Date: 2008-06-27 18:05

Thanks for giving this some time. I think that backwards compatibility should be a higher priority than being able to issue -3 warnings -- if the warnings can't be generated, too bad, we'll just have to document it. (I don't think that checking things at class scope is an easy task in 2to3, though I may be underestimating it.)

So, concluding, insofar as the proposal is to revert 2.6 to the 2.5 semantics where it comes to eq and hash, I'm okay with that if there's no other way to maintain backwards compatibility, even though my preference would be to still flag this when -3 is specified. (There may be similar backwards compatibility issues caused by stricted arg checking in new and init -- the same remarks apply there.)

msg68866 - (view)

Author: Alyssa Coghlan (ncoghlan) * (Python committer)

Date: 2008-06-28 00:56

The new_/init stuff showed up on my diff as well (obviously) - that seemed to be doing a pretty good job of maintaining backwards compatibility.

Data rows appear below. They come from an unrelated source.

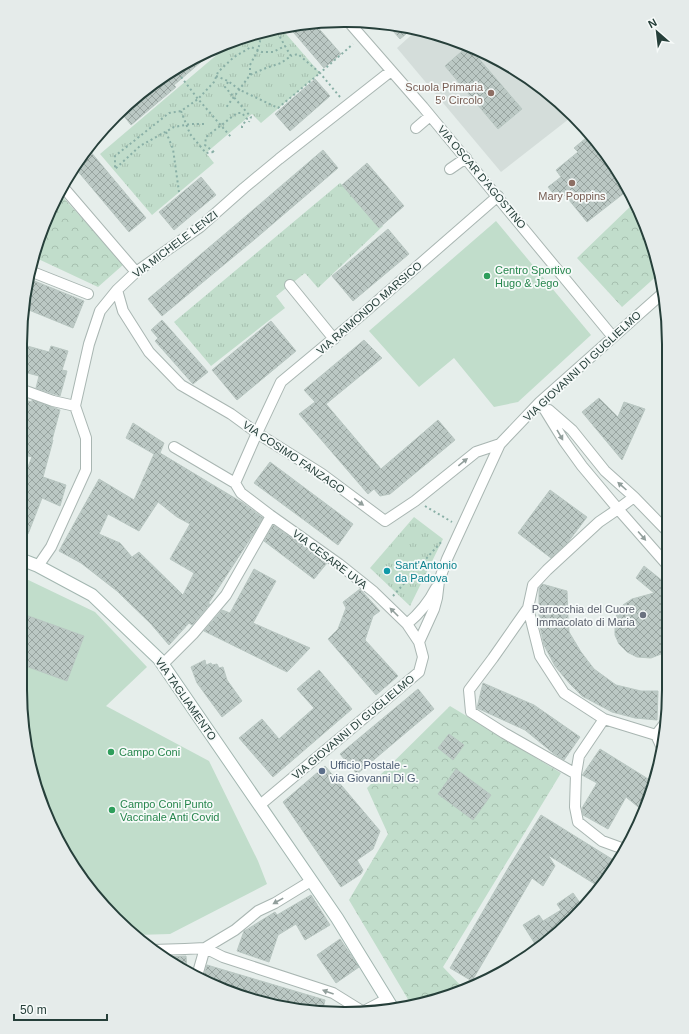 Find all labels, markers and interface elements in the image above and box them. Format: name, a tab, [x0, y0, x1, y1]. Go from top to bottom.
north arrow	[637, 12, 677, 52]
text: N	[646, 16, 659, 30]
place label: Scuola Primaria 5° Circolo	[405, 81, 484, 106]
marker: Scuola Primaria 5° Circolo	[486, 88, 496, 98]
street label: VIA OSCAR D'AGOSTINO	[435, 123, 529, 231]
marker: Mary Poppins	[567, 178, 577, 188]
place label: Mary Poppins	[538, 190, 606, 202]
street label: VIA MICHELE LENZI	[130, 208, 220, 280]
street label: VIA RAIMONDO MARSICO	[314, 259, 424, 357]
place label: Centro Sportivo Hugo & Jego	[495, 264, 571, 289]
marker: Centro Sportivo Hugo & Jego	[482, 271, 492, 281]
street label: VIA GIOVANNI DI GUGLIELMO	[521, 308, 643, 423]
street label: VIA COSIMO FANZAGO	[241, 418, 348, 496]
one-way arrow	[557, 429, 564, 441]
one-way arrow	[457, 458, 468, 467]
one-way arrow	[616, 481, 627, 490]
one-way arrow	[353, 497, 364, 506]
street label: VIA CESARE UVA	[290, 527, 370, 591]
one-way arrow	[638, 530, 647, 541]
place label: Sant'Antonio da Padova	[395, 559, 457, 584]
marker: Sant'Antonio da Padova	[382, 566, 392, 576]
place label: Parrocchia del Cuore Immacolato di Maria	[532, 603, 636, 628]
one-way arrow	[389, 607, 399, 617]
marker: Parrocchia del Cuore Immacolato di Maria	[638, 610, 648, 620]
street label: VIA TAGLIAMENTO	[153, 655, 219, 743]
street label: VIA GIOVANNI DI GUGLIELMO	[290, 672, 417, 782]
place label: Campo Coni	[119, 746, 180, 758]
marker: Campo Coni	[106, 747, 116, 757]
place label: Ufficio Postale - via Giovanni Di G.	[330, 759, 419, 784]
marker: Ufficio Postale - via Giovanni Di G.	[317, 766, 327, 776]
place label: Campo Coni Punto Vaccinale Anti Covid	[120, 798, 219, 823]
marker: Campo Coni Punto Vaccinale Anti Covid	[107, 805, 117, 815]
one-way arrow	[272, 898, 284, 905]
one-way arrow	[321, 989, 333, 995]
scale bar	[14, 996, 107, 1022]
text: 50 m	[20, 1003, 47, 1017]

I'll dig into this further today and tomorrow - I'll probably start by reverting the relevant code back to exactly what is in 2.5, and then see how far I can get with adding the warning code back in while still keeping jek's test case working correctly.

msg68937 - (view)

Author: Alyssa Coghlan (ncoghlan) * (Python committer)

Date: 2008-06-29 08:34

Well, I think I figured out why the hash changes were backported from Py3k: without them, the existence of object.hash makes the Hashable ABC completely useless (every newstyle class meets it).

I see two options here. Option 1 is to revert the changes so hash behave entirely as it did in 2.5 and also delete collections.Hashable from 2.6 (which may break other backported Py3k items). Doesn't seem like a particularly good idea.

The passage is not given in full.